*** Data records ***

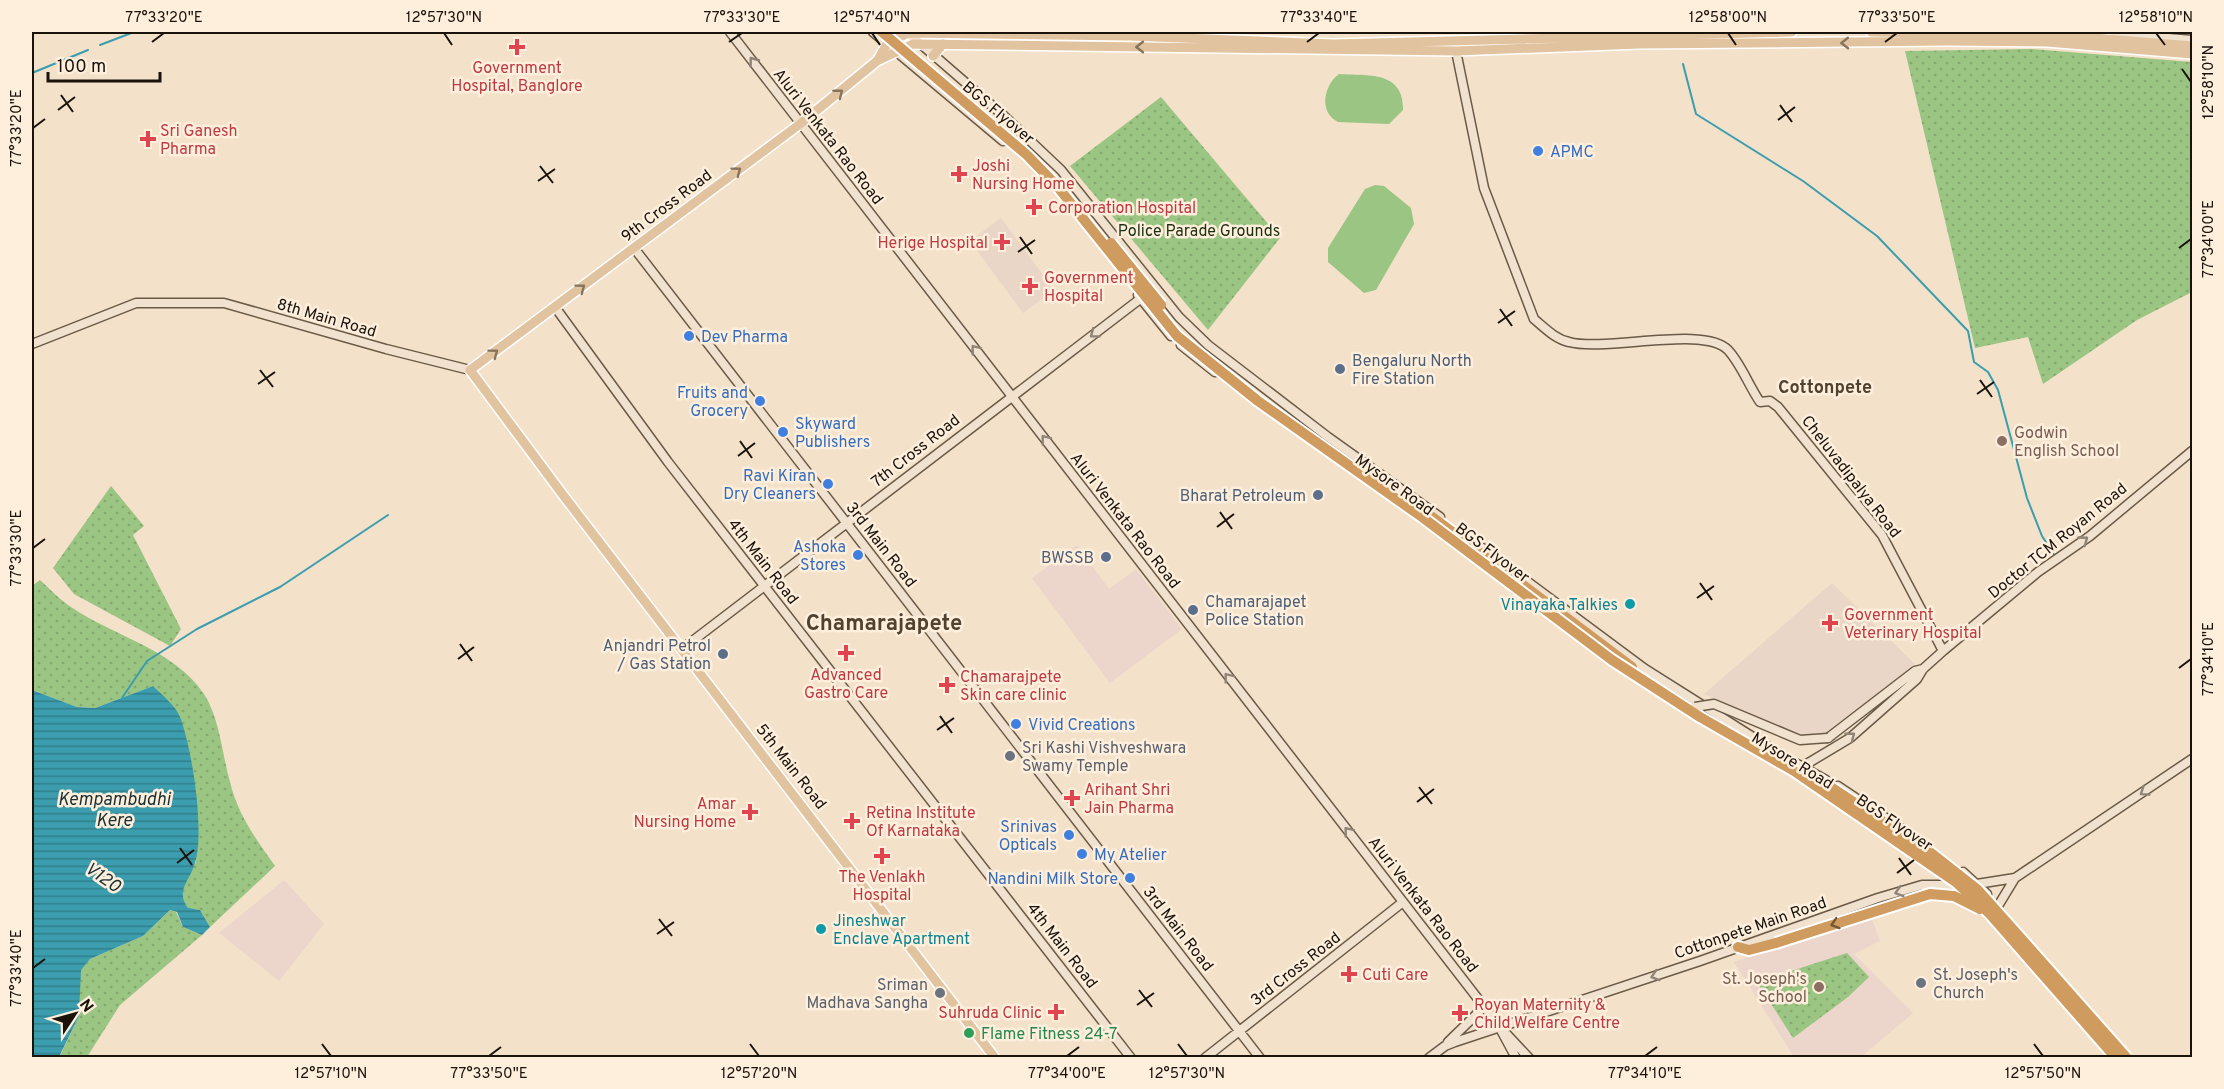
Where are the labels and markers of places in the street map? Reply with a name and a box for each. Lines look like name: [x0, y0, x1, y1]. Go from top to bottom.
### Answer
marker: Government Hospital, Banglore: [508, 38, 526, 56]
place label: Government Hospital, Banglore: [451, 59, 583, 97]
place label: Sri Ganesh Pharma: [160, 122, 237, 160]
marker: Sri Ganesh Pharma: [141, 132, 155, 146]
place label: APMC: [1550, 143, 1594, 163]
marker: APMC: [1531, 144, 1545, 158]
place label: Joshi Nursing Home: [972, 157, 1075, 195]
marker: Joshi Nursing Home: [950, 165, 968, 183]
marker: Corporation Hospital: [1025, 198, 1043, 216]
place label: Corporation Hospital: [1048, 199, 1196, 219]
marker: Herige Hospital: [993, 233, 1011, 251]
place label: Herige Hospital: [877, 234, 988, 254]
place label: Government Hospital: [1044, 269, 1133, 307]
marker: Government Hospital: [1021, 277, 1039, 295]
place label: Dev Pharma: [701, 328, 788, 348]
marker: Dev Pharma: [682, 329, 696, 343]
place label: Bengaluru North Fire Station: [1352, 352, 1472, 390]
marker: Bengaluru North Fire Station: [1333, 362, 1347, 376]
place label: Fruits and Grocery: [677, 384, 748, 422]
marker: Fruits and Grocery: [753, 394, 767, 408]
place label: Skyward Publishers: [795, 415, 870, 453]
place label: Godwin English School: [2014, 424, 2119, 462]
marker: Skyward Publishers: [776, 425, 790, 439]
marker: Godwin English School: [1995, 434, 2009, 448]
place label: Ravi Kiran Dry Cleaners: [723, 467, 816, 505]
marker: Ravi Kiran Dry Cleaners: [821, 477, 835, 491]
place label: Bharat Petroleum: [1180, 487, 1306, 507]
marker: Bharat Petroleum: [1311, 488, 1325, 502]
place label: Ashoka Stores: [793, 538, 846, 576]
marker: Ashoka Stores: [851, 548, 865, 562]
place label: BWSSB: [1041, 549, 1094, 569]
marker: BWSSB: [1099, 550, 1113, 564]
place label: Chamarajapet Police Station: [1205, 593, 1307, 631]
place label: Vinayaka Talkies: [1500, 596, 1618, 616]
marker: Vinayaka Talkies: [1623, 597, 1637, 611]
marker: Chamarajapet Police Station: [1186, 603, 1200, 617]
place label: Government Veterinary Hospital: [1844, 606, 1982, 644]
marker: Government Veterinary Hospital: [1821, 614, 1839, 632]
place label: Anjandri Petrol / Gas Station: [603, 637, 711, 675]
marker: Advanced Gastro Care: [837, 644, 855, 662]
marker: Anjandri Petrol / Gas Station: [716, 647, 730, 661]
place label: Advanced Gastro Care: [804, 666, 888, 704]
place label: Chamarajpete Skin care clinic: [960, 668, 1067, 706]
marker: Chamarajpete Skin care clinic: [938, 676, 956, 694]
place label: Vivid Creations: [1028, 716, 1136, 736]
marker: Vivid Creations: [1009, 717, 1023, 731]
place label: Sri Kashi Vishveshwara Swamy Temple: [1022, 739, 1186, 777]
marker: Sri Kashi Vishveshwara Swamy Temple: [1003, 749, 1017, 763]
place label: Arihant Shri Jain Pharma: [1084, 781, 1174, 819]
marker: Arihant Shri Jain Pharma: [1065, 791, 1079, 805]
place label: Amar Nursing Home: [633, 795, 736, 833]
marker: Amar Nursing Home: [741, 803, 759, 821]
place label: Retina Institute Of Karnataka: [866, 804, 976, 842]
marker: Retina Institute Of Karnataka: [843, 812, 861, 830]
place label: Srinivas Opticals: [999, 818, 1057, 856]
marker: Srinivas Opticals: [1062, 828, 1076, 842]
place label: My Atelier: [1094, 846, 1167, 866]
marker: The Venlakh Hospital: [873, 847, 891, 865]
marker: My Atelier: [1075, 847, 1089, 861]
place label: The Venlakh Hospital: [838, 868, 926, 906]
place label: Nandini Milk Store: [987, 870, 1118, 890]
marker: Nandini Milk Store: [1123, 871, 1137, 885]
place label: Jineshwar Enclave Apartment: [833, 912, 970, 950]
marker: Jineshwar Enclave Apartment: [814, 922, 828, 936]
marker: Cuti Care: [1340, 965, 1358, 983]
place label: Cuti Care: [1362, 966, 1428, 986]
place label: St. Joseph's Church: [1933, 966, 2018, 1004]
place label: St. Joseph's School: [1722, 970, 1807, 1008]
place label: Sriman Madhava Sangha: [806, 976, 928, 1014]
marker: St. Joseph's Church: [1914, 976, 1928, 990]
marker: St. Joseph's School: [1812, 980, 1826, 994]
marker: Sriman Madhava Sangha: [933, 986, 947, 1000]
place label: Royan Maternity & Child Welfare Centre: [1474, 996, 1620, 1034]
marker: Suhruda Clinic: [1047, 1003, 1065, 1021]
place label: Suhruda Clinic: [938, 1004, 1042, 1024]
marker: Royan Maternity & Child Welfare Centre: [1451, 1004, 1469, 1022]
place label: Flame Fitness 24-7: [981, 1025, 1117, 1045]
marker: Flame Fitness 24-7: [962, 1026, 976, 1040]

*** End of Data records ***

Problem statement >> The listing above is to be retyped word for word, with the pictures omitted.

Result below >>
Where are the labels and markers of places in the street map? Reply with a name and a box for each. Lines look like name: [x0, y0, x1, y1]. Go from top to bottom.
### Answer
marker: Government Hospital, Banglore: [508, 38, 526, 56]
place label: Government Hospital, Banglore: [451, 59, 583, 97]
place label: Sri Ganesh Pharma: [160, 122, 237, 160]
marker: Sri Ganesh Pharma: [141, 132, 155, 146]
place label: APMC: [1550, 143, 1594, 163]
marker: APMC: [1531, 144, 1545, 158]
place label: Joshi Nursing Home: [972, 157, 1075, 195]
marker: Joshi Nursing Home: [950, 165, 968, 183]
marker: Corporation Hospital: [1025, 198, 1043, 216]
place label: Corporation Hospital: [1048, 199, 1196, 219]
marker: Herige Hospital: [993, 233, 1011, 251]
place label: Herige Hospital: [877, 234, 988, 254]
place label: Government Hospital: [1044, 269, 1133, 307]
marker: Government Hospital: [1021, 277, 1039, 295]
place label: Dev Pharma: [701, 328, 788, 348]
marker: Dev Pharma: [682, 329, 696, 343]
place label: Bengaluru North Fire Station: [1352, 352, 1472, 390]
marker: Bengaluru North Fire Station: [1333, 362, 1347, 376]
place label: Fruits and Grocery: [677, 384, 748, 422]
marker: Fruits and Grocery: [753, 394, 767, 408]
place label: Skyward Publishers: [795, 415, 870, 453]
place label: Godwin English School: [2014, 424, 2119, 462]
marker: Skyward Publishers: [776, 425, 790, 439]
marker: Godwin English School: [1995, 434, 2009, 448]
place label: Ravi Kiran Dry Cleaners: [723, 467, 816, 505]
marker: Ravi Kiran Dry Cleaners: [821, 477, 835, 491]
place label: Bharat Petroleum: [1180, 487, 1306, 507]
marker: Bharat Petroleum: [1311, 488, 1325, 502]
place label: Ashoka Stores: [793, 538, 846, 576]
marker: Ashoka Stores: [851, 548, 865, 562]
place label: BWSSB: [1041, 549, 1094, 569]
marker: BWSSB: [1099, 550, 1113, 564]
place label: Chamarajapet Police Station: [1205, 593, 1307, 631]
place label: Vinayaka Talkies: [1500, 596, 1618, 616]
marker: Vinayaka Talkies: [1623, 597, 1637, 611]
marker: Chamarajapet Police Station: [1186, 603, 1200, 617]
place label: Government Veterinary Hospital: [1844, 606, 1982, 644]
marker: Government Veterinary Hospital: [1821, 614, 1839, 632]
place label: Anjandri Petrol / Gas Station: [603, 637, 711, 675]
marker: Advanced Gastro Care: [837, 644, 855, 662]
marker: Anjandri Petrol / Gas Station: [716, 647, 730, 661]
place label: Advanced Gastro Care: [804, 666, 888, 704]
place label: Chamarajpete Skin care clinic: [960, 668, 1067, 706]
marker: Chamarajpete Skin care clinic: [938, 676, 956, 694]
place label: Vivid Creations: [1028, 716, 1136, 736]
marker: Vivid Creations: [1009, 717, 1023, 731]
place label: Sri Kashi Vishveshwara Swamy Temple: [1022, 739, 1186, 777]
marker: Sri Kashi Vishveshwara Swamy Temple: [1003, 749, 1017, 763]
place label: Arihant Shri Jain Pharma: [1084, 781, 1174, 819]
marker: Arihant Shri Jain Pharma: [1065, 791, 1079, 805]
place label: Amar Nursing Home: [633, 795, 736, 833]
marker: Amar Nursing Home: [741, 803, 759, 821]
place label: Retina Institute Of Karnataka: [866, 804, 976, 842]
marker: Retina Institute Of Karnataka: [843, 812, 861, 830]
place label: Srinivas Opticals: [999, 818, 1057, 856]
marker: Srinivas Opticals: [1062, 828, 1076, 842]
place label: My Atelier: [1094, 846, 1167, 866]
marker: The Venlakh Hospital: [873, 847, 891, 865]
marker: My Atelier: [1075, 847, 1089, 861]
place label: The Venlakh Hospital: [838, 868, 926, 906]
place label: Nandini Milk Store: [987, 870, 1118, 890]
marker: Nandini Milk Store: [1123, 871, 1137, 885]
place label: Jineshwar Enclave Apartment: [833, 912, 970, 950]
marker: Jineshwar Enclave Apartment: [814, 922, 828, 936]
marker: Cuti Care: [1340, 965, 1358, 983]
place label: Cuti Care: [1362, 966, 1428, 986]
place label: St. Joseph's Church: [1933, 966, 2018, 1004]
place label: St. Joseph's School: [1722, 970, 1807, 1008]
place label: Sriman Madhava Sangha: [806, 976, 928, 1014]
marker: St. Joseph's Church: [1914, 976, 1928, 990]
marker: St. Joseph's School: [1812, 980, 1826, 994]
marker: Sriman Madhava Sangha: [933, 986, 947, 1000]
place label: Royan Maternity & Child Welfare Centre: [1474, 996, 1620, 1034]
marker: Suhruda Clinic: [1047, 1003, 1065, 1021]
place label: Suhruda Clinic: [938, 1004, 1042, 1024]
marker: Royan Maternity & Child Welfare Centre: [1451, 1004, 1469, 1022]
place label: Flame Fitness 24-7: [981, 1025, 1117, 1045]
marker: Flame Fitness 24-7: [962, 1026, 976, 1040]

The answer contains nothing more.